**Work instructions:**
Check each line of the records below for the word "fractalNoise" and copy those where it appears.
(Beginning of Excerpted data)
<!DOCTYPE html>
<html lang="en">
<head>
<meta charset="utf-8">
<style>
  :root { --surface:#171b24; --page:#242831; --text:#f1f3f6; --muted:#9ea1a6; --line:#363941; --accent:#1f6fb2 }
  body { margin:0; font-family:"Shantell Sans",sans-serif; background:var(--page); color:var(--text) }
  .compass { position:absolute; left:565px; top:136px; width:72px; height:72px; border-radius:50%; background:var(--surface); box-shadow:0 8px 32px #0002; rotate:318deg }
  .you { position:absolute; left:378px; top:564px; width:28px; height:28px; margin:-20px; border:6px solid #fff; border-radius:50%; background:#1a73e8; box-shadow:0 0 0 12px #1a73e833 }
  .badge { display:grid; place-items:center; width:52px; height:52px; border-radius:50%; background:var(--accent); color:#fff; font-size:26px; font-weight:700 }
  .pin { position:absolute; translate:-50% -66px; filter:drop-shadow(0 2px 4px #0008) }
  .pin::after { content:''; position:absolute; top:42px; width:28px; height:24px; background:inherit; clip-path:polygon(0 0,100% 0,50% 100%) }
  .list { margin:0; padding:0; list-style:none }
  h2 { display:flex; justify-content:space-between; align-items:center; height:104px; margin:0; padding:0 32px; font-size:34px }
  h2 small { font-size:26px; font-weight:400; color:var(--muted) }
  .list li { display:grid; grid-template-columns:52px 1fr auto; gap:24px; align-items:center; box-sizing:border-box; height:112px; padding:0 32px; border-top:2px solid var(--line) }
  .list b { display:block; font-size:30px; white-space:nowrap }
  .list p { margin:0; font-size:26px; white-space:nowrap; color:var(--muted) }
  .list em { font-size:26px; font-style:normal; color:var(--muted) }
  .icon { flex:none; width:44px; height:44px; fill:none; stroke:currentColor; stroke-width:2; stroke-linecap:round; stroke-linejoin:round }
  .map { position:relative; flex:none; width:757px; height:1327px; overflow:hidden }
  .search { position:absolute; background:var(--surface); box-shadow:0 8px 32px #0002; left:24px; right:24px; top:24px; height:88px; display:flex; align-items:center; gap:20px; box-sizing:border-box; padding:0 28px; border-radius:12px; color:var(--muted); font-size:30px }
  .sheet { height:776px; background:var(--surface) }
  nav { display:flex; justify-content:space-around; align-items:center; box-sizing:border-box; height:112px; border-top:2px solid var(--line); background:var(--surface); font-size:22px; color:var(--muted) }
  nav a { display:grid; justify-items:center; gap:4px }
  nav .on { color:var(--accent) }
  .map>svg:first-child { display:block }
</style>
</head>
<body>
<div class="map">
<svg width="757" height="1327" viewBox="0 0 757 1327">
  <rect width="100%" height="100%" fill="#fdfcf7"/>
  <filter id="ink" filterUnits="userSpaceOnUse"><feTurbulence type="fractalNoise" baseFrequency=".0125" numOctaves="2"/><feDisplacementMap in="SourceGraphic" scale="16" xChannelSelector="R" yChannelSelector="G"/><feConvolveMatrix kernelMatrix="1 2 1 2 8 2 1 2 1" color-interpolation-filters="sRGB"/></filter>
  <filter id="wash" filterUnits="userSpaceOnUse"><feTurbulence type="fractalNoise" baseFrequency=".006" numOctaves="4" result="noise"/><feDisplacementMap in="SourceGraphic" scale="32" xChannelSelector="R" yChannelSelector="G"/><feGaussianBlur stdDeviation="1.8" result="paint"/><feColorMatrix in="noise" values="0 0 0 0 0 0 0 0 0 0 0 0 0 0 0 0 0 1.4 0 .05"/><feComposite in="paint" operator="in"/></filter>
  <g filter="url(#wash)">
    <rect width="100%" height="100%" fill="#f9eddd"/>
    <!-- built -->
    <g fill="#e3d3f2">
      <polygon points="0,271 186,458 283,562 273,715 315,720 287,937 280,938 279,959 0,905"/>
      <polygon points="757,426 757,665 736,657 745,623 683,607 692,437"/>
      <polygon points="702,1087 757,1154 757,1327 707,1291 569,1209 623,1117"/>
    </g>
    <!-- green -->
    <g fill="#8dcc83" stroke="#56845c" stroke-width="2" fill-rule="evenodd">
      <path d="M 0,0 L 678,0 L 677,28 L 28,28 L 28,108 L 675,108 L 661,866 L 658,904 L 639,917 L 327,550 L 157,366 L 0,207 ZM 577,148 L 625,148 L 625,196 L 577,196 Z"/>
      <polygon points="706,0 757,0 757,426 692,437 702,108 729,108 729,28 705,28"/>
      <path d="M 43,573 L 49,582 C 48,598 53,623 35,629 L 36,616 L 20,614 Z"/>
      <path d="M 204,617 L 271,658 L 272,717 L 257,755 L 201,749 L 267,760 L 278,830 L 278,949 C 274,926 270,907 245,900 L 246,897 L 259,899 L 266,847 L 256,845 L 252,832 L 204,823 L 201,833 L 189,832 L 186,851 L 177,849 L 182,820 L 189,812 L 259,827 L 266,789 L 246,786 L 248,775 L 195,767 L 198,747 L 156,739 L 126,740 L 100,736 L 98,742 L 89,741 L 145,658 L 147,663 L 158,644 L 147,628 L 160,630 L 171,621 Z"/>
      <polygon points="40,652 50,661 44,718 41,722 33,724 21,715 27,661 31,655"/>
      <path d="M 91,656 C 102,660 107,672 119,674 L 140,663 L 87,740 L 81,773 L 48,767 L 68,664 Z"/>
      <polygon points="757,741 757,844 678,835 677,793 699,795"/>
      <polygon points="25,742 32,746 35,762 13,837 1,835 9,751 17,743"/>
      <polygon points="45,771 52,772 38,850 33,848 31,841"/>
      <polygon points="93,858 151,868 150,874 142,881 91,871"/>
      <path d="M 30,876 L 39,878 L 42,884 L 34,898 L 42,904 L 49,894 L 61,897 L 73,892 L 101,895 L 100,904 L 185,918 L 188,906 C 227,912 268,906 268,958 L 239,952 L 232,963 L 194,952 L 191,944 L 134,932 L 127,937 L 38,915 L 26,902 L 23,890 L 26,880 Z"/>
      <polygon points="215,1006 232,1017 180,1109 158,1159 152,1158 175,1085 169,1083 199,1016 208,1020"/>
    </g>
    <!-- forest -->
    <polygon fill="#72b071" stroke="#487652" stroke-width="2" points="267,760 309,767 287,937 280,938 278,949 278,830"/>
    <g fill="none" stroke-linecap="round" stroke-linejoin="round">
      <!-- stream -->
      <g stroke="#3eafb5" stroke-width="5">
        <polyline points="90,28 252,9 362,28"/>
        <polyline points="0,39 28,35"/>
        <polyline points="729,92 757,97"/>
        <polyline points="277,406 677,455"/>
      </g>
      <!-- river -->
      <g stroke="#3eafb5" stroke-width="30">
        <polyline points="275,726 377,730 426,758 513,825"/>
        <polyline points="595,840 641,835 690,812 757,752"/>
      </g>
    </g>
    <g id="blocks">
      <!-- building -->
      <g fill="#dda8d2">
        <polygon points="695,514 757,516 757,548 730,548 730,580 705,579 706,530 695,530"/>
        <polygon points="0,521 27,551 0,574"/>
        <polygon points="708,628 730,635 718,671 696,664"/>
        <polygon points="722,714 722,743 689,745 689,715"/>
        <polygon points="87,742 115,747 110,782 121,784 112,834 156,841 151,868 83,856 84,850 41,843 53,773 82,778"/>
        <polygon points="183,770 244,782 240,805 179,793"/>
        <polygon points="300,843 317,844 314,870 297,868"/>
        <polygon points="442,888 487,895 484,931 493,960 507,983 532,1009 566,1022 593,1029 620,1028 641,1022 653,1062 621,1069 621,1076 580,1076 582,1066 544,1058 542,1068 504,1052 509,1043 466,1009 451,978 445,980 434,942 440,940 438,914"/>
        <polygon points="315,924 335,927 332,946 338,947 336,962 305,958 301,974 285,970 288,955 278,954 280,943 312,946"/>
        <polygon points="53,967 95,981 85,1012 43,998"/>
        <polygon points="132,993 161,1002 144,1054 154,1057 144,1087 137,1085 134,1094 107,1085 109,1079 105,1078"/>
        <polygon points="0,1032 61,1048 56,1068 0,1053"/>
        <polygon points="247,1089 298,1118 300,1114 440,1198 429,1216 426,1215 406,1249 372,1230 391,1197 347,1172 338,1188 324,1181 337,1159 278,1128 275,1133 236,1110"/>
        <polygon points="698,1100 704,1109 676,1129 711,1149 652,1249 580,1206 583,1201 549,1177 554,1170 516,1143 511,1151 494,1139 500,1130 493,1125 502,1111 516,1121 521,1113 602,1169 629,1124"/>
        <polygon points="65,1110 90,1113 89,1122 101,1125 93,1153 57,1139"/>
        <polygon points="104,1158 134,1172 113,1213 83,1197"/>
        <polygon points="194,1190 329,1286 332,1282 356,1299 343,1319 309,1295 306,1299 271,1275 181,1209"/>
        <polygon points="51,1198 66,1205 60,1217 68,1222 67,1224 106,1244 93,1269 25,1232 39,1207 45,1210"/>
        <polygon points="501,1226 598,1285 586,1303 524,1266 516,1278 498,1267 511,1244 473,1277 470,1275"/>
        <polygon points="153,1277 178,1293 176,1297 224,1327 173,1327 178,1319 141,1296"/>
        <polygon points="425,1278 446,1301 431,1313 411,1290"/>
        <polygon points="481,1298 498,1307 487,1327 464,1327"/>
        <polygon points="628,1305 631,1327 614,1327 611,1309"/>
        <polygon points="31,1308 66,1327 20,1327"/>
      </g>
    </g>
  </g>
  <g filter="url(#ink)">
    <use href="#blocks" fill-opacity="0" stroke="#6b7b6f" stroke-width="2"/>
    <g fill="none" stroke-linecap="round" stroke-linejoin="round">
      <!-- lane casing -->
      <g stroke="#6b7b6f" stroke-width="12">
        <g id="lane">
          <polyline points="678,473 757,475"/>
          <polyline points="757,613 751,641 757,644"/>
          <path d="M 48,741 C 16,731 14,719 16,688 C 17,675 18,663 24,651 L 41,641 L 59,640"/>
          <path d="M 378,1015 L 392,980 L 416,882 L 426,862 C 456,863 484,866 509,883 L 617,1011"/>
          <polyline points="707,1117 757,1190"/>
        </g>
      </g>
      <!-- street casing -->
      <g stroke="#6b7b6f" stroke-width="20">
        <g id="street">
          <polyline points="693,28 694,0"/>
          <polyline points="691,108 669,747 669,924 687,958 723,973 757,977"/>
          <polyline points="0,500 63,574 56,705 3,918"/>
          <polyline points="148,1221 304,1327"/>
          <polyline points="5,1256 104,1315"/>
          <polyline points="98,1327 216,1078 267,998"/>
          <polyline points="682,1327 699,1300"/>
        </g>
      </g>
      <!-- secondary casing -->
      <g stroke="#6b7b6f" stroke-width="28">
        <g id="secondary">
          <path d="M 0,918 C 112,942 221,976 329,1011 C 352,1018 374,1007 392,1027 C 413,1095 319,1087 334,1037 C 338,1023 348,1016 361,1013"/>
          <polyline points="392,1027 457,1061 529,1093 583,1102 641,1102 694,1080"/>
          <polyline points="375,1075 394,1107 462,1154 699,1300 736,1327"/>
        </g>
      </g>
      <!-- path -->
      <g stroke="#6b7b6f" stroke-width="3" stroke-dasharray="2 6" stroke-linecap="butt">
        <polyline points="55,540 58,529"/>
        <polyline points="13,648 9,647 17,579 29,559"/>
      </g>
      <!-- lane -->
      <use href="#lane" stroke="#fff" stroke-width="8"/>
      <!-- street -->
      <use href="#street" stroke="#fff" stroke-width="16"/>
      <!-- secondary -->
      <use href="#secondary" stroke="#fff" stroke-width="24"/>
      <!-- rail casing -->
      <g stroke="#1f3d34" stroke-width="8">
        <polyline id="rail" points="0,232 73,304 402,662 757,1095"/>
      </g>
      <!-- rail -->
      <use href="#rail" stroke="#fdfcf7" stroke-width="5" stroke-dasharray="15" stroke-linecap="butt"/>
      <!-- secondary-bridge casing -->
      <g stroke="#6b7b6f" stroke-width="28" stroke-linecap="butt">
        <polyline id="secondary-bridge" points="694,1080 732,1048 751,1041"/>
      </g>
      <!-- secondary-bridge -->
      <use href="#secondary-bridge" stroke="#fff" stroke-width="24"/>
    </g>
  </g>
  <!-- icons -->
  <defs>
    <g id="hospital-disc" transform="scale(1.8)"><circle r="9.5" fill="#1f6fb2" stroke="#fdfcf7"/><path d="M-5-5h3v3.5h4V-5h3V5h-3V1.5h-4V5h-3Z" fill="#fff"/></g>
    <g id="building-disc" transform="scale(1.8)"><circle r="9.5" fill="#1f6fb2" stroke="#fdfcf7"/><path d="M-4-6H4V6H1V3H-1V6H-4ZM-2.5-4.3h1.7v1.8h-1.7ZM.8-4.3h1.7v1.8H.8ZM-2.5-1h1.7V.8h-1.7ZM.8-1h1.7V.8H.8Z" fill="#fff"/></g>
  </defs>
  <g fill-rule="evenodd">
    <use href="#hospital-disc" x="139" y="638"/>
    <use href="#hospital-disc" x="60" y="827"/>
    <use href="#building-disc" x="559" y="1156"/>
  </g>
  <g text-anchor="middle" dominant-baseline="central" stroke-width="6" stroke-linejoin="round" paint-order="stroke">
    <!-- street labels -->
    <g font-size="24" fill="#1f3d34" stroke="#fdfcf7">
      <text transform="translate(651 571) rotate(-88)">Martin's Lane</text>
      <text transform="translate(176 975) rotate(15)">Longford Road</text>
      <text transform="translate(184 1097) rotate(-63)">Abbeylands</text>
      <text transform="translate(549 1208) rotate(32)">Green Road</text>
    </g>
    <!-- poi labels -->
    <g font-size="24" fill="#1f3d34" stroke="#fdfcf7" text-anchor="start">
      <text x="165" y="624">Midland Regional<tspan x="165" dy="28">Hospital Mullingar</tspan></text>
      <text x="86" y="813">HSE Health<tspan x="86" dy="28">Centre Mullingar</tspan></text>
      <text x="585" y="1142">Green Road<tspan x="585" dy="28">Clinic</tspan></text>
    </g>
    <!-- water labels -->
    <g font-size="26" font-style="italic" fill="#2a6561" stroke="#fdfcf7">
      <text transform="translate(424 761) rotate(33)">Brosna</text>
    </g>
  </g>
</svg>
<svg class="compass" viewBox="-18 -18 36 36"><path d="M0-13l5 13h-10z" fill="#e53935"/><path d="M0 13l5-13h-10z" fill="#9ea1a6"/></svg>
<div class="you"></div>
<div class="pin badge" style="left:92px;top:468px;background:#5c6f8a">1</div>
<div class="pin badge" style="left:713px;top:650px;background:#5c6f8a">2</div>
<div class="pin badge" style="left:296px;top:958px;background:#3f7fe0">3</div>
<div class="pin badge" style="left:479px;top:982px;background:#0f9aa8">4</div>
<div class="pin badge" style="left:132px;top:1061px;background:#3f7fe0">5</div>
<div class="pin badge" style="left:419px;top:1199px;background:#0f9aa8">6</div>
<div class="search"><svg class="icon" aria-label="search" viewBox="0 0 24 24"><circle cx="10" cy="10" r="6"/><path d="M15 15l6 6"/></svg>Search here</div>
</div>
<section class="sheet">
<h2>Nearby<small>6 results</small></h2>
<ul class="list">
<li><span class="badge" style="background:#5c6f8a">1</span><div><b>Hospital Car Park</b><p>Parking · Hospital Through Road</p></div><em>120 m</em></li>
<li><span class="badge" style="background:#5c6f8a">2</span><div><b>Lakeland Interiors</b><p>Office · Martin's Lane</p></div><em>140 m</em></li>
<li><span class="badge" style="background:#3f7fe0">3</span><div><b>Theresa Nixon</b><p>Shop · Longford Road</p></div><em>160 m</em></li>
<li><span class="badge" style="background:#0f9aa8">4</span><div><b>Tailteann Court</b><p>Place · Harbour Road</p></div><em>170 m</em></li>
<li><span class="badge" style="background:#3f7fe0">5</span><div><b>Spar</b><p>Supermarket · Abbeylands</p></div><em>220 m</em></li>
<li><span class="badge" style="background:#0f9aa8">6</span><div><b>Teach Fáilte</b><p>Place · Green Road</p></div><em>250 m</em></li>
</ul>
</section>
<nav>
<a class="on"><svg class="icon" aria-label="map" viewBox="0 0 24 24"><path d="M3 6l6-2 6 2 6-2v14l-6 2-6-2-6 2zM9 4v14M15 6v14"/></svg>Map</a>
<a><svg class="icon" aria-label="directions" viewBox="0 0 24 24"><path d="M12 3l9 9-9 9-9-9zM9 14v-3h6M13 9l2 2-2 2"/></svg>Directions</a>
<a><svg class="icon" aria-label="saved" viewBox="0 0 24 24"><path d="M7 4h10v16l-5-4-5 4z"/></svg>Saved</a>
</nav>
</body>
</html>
(End of Excerpted data)
**Response area:**
  <filter id="ink" filterUnits="userSpaceOnUse"><feTurbulence type="fractalNoise" baseFrequency=".0125" numOctaves="2"/><feDisplacementMap in="SourceGraphic" scale="16" xChannelSelector="R" yChannelSelector="G"/><feConvolveMatrix kernelMatrix="1 2 1 2 8 2 1 2 1" color-interpolation-filters="sRGB"/></filter>
  <filter id="wash" filterUnits="userSpaceOnUse"><feTurbulence type="fractalNoise" baseFrequency=".006" numOctaves="4" result="noise"/><feDisplacementMap in="SourceGraphic" scale="32" xChannelSelector="R" yChannelSelector="G"/><feGaussianBlur stdDeviation="1.8" result="paint"/><feColorMatrix in="noise" values="0 0 0 0 0 0 0 0 0 0 0 0 0 0 0 0 0 1.4 0 .05"/><feComposite in="paint" operator="in"/></filter>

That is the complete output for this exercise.